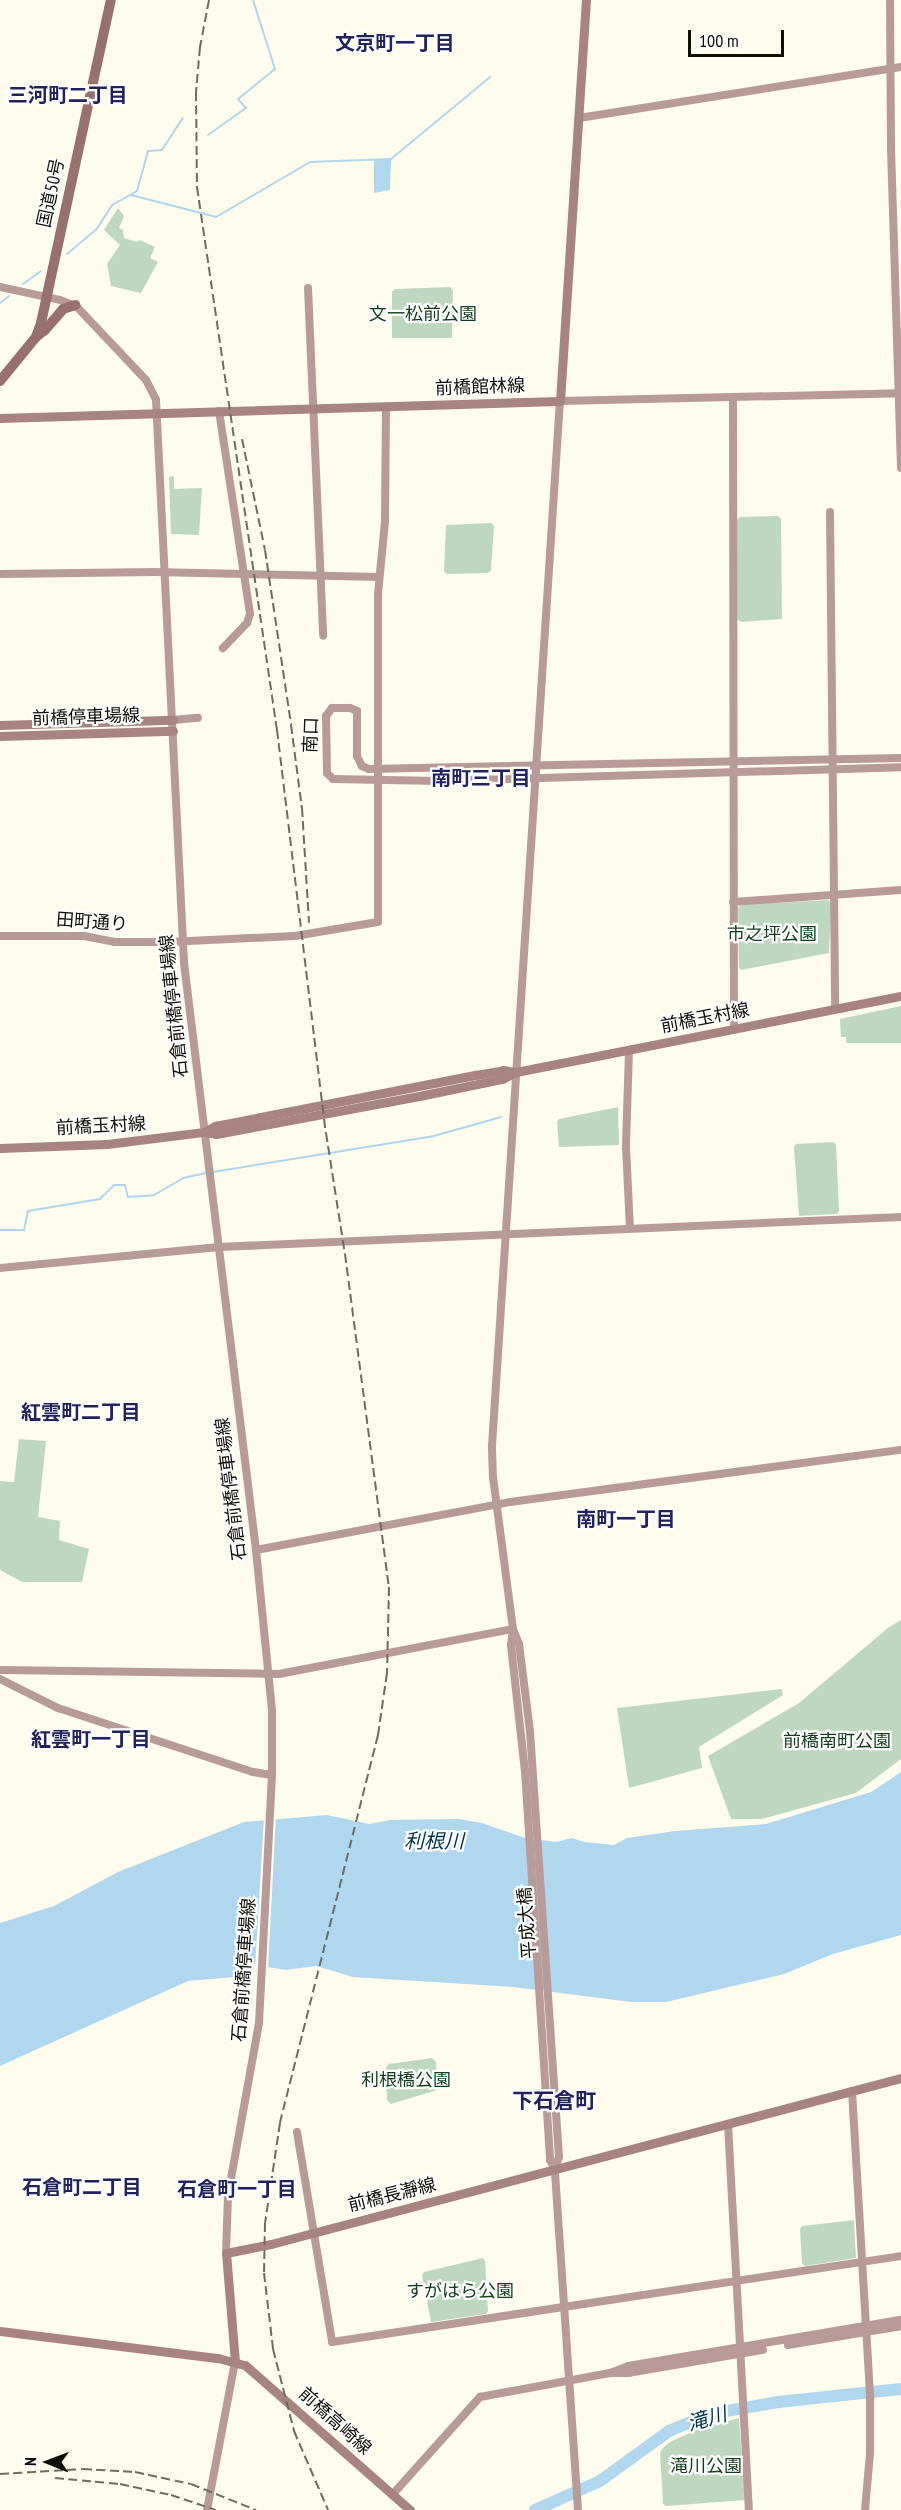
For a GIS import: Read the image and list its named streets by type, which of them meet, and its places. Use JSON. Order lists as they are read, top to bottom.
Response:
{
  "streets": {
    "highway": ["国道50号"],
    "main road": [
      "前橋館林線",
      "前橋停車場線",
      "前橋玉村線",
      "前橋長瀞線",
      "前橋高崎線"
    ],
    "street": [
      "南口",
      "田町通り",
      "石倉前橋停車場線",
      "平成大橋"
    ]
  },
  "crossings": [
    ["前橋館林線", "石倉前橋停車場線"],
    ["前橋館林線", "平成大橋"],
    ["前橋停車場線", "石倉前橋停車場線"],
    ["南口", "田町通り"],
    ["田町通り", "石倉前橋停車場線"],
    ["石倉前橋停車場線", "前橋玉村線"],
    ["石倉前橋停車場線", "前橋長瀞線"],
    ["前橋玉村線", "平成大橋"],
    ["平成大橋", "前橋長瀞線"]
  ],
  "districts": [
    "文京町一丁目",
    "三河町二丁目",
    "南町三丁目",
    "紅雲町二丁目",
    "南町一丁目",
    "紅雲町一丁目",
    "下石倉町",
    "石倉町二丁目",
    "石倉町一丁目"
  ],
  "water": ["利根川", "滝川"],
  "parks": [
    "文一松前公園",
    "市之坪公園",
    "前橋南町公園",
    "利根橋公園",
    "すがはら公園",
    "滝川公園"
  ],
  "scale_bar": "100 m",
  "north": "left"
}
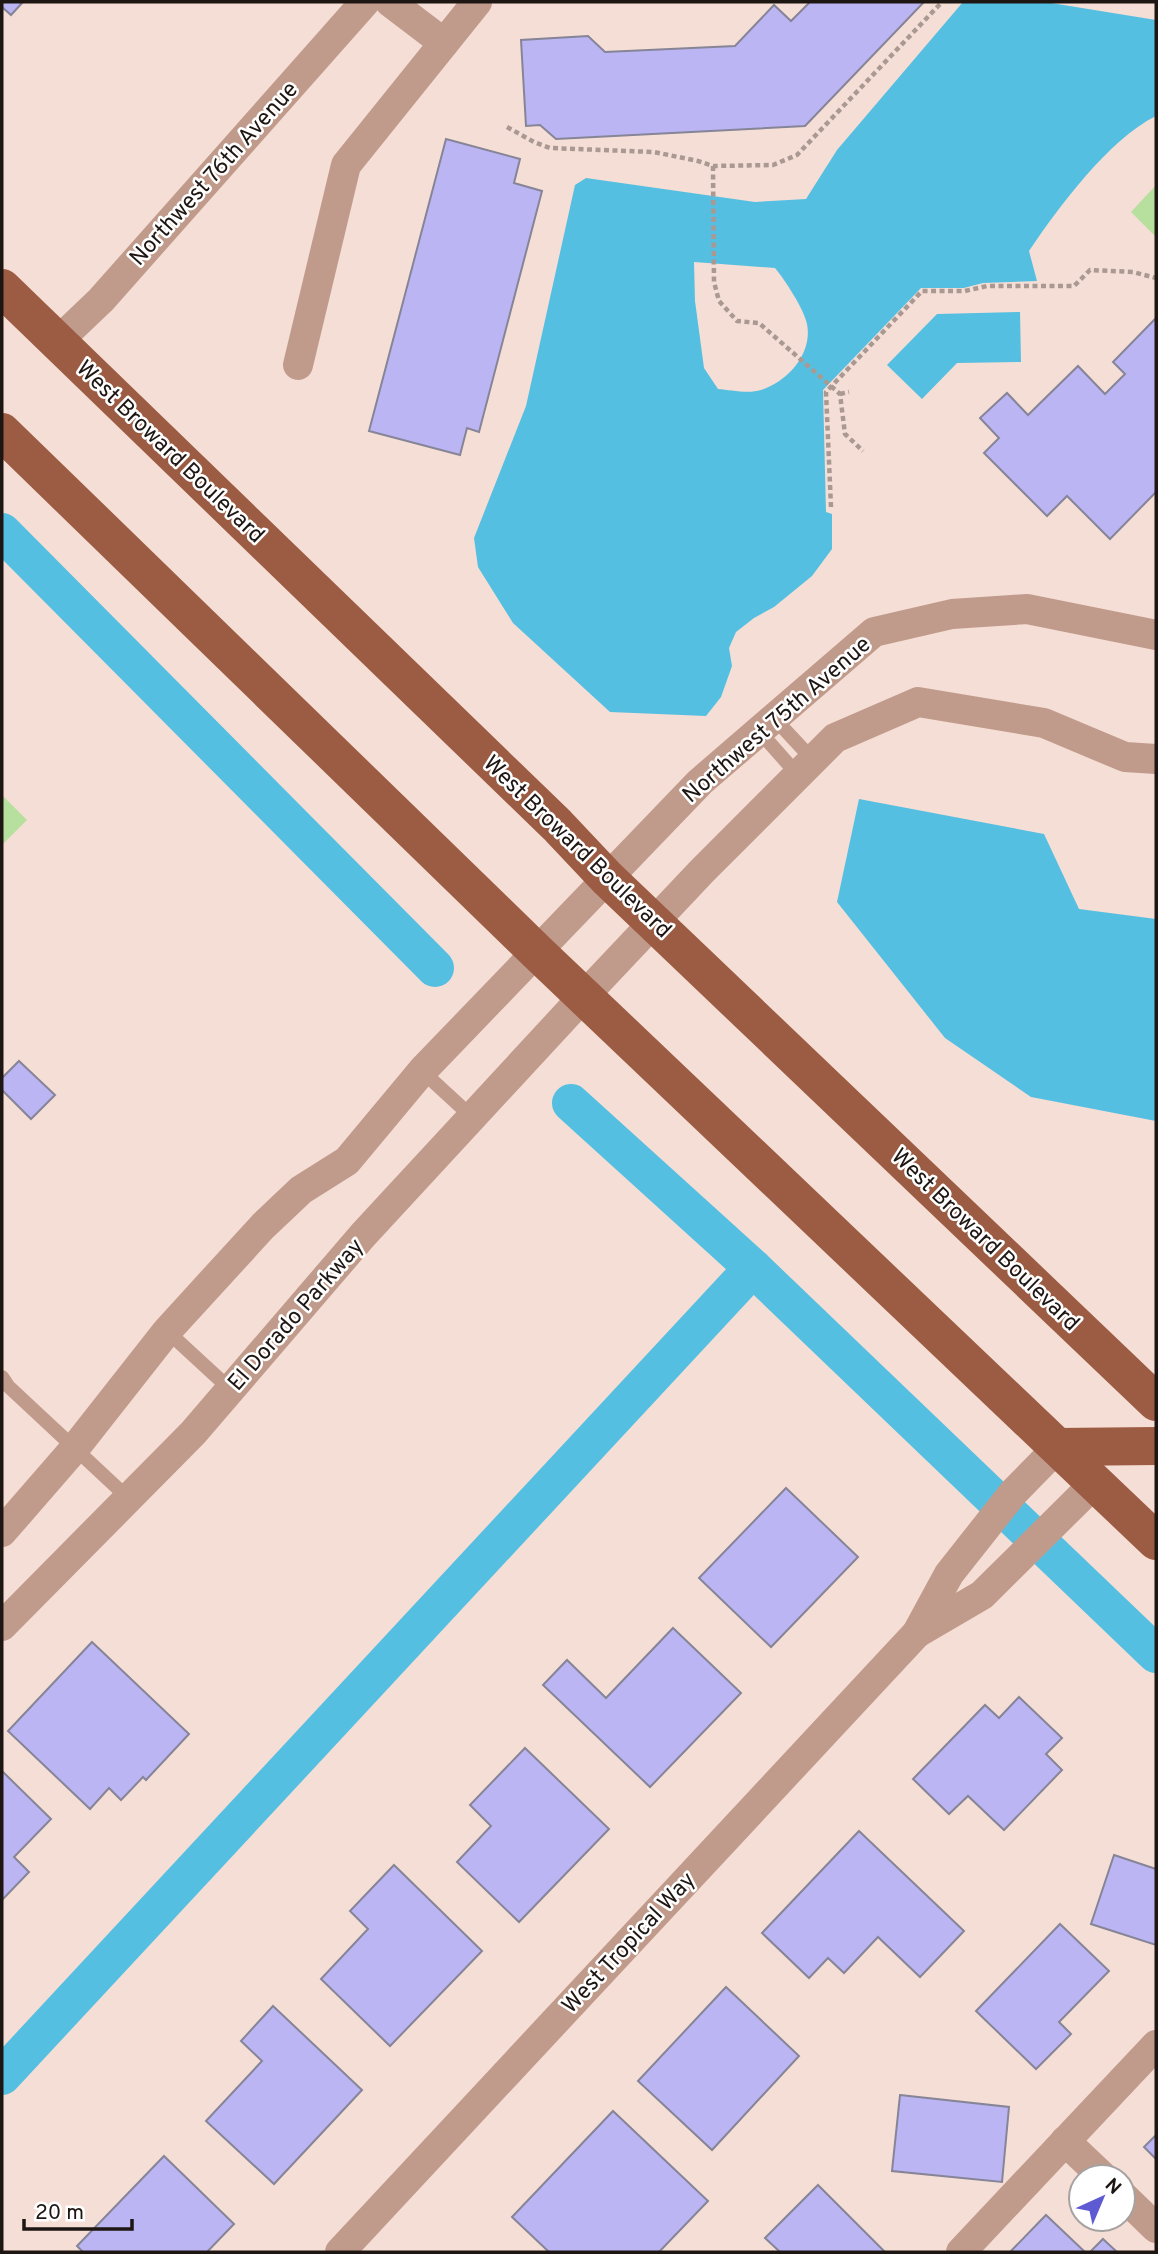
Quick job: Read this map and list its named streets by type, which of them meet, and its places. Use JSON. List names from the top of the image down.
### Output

▬▬▬▬▬▬▬▬▬▬

(Activity) Could you give the listing above again word for word, without any pictures?

(Result of the task)
For a GIS import: Read the image and list its named streets by type, which of them meet, and its places. Use JSON. Order lists as they are read, top to bottom.
Response:
{
  "streets": {
    "highway": ["国道50号"],
    "main road": [
      "前橋館林線",
      "前橋停車場線",
      "前橋玉村線",
      "前橋長瀞線",
      "前橋高崎線"
    ],
    "street": [
      "南口",
      "田町通り",
      "石倉前橋停車場線",
      "平成大橋"
    ]
  },
  "crossings": [
    ["前橋館林線", "石倉前橋停車場線"],
    ["前橋館林線", "平成大橋"],
    ["前橋停車場線", "石倉前橋停車場線"],
    ["南口", "田町通り"],
    ["田町通り", "石倉前橋停車場線"],
    ["石倉前橋停車場線", "前橋玉村線"],
    ["石倉前橋停車場線", "前橋長瀞線"],
    ["前橋玉村線", "平成大橋"],
    ["平成大橋", "前橋長瀞線"]
  ],
  "districts": [
    "文京町一丁目",
    "三河町二丁目",
    "南町三丁目",
    "紅雲町二丁目",
    "南町一丁目",
    "紅雲町一丁目",
    "下石倉町",
    "石倉町二丁目",
    "石倉町一丁目"
  ],
  "water": ["利根川", "滝川"],
  "parks": [
    "文一松前公園",
    "市之坪公園",
    "前橋南町公園",
    "利根橋公園",
    "すがはら公園",
    "滝川公園"
  ],
  "scale_bar": "100 m",
  "north": "left"
}
Quick job: Read this map and list its named streets by type, which of them meet, and its places. Use JSON. List names from the top of the image down.
### Output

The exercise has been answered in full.